- [DATA TO USE]:
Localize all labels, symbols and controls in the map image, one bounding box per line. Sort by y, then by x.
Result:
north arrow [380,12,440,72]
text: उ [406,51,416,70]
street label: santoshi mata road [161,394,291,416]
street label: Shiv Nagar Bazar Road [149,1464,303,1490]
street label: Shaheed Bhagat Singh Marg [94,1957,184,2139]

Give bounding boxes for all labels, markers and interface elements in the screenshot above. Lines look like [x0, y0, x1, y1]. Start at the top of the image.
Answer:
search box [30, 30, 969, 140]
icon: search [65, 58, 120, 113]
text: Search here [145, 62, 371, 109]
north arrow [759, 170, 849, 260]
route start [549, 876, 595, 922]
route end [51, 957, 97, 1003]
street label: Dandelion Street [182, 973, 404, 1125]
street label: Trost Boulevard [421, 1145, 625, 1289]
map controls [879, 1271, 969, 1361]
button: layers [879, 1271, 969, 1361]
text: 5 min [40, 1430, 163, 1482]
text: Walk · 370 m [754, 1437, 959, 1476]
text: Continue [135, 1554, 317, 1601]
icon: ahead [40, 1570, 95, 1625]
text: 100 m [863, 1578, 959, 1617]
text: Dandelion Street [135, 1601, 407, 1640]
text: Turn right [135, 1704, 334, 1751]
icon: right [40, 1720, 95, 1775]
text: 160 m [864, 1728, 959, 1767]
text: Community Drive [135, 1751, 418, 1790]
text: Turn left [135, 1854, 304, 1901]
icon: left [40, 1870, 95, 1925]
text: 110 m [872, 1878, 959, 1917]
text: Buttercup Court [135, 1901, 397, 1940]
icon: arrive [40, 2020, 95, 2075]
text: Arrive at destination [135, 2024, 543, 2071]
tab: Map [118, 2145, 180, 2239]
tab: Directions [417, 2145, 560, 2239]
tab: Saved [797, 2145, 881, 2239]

- [TASK DESCRIPTION]:
Everything from the first line of the material through the line containing "Give bounding boxes" is to be printed exactly; lines after that are to be left out.

- [YOUR RESPONSE]:
Localize all labels, symbols and controls in the map image, one bounding box per line. Sort by y, then by x.
Result:
north arrow [380,12,440,72]
text: उ [406,51,416,70]
street label: santoshi mata road [161,394,291,416]
street label: Shiv Nagar Bazar Road [149,1464,303,1490]
street label: Shaheed Bhagat Singh Marg [94,1957,184,2139]

Give bounding boxes for all labels, markers and interface elements in the screenshot above. Lines look like [x0, y0, x1, y1]. Start at the top of the image.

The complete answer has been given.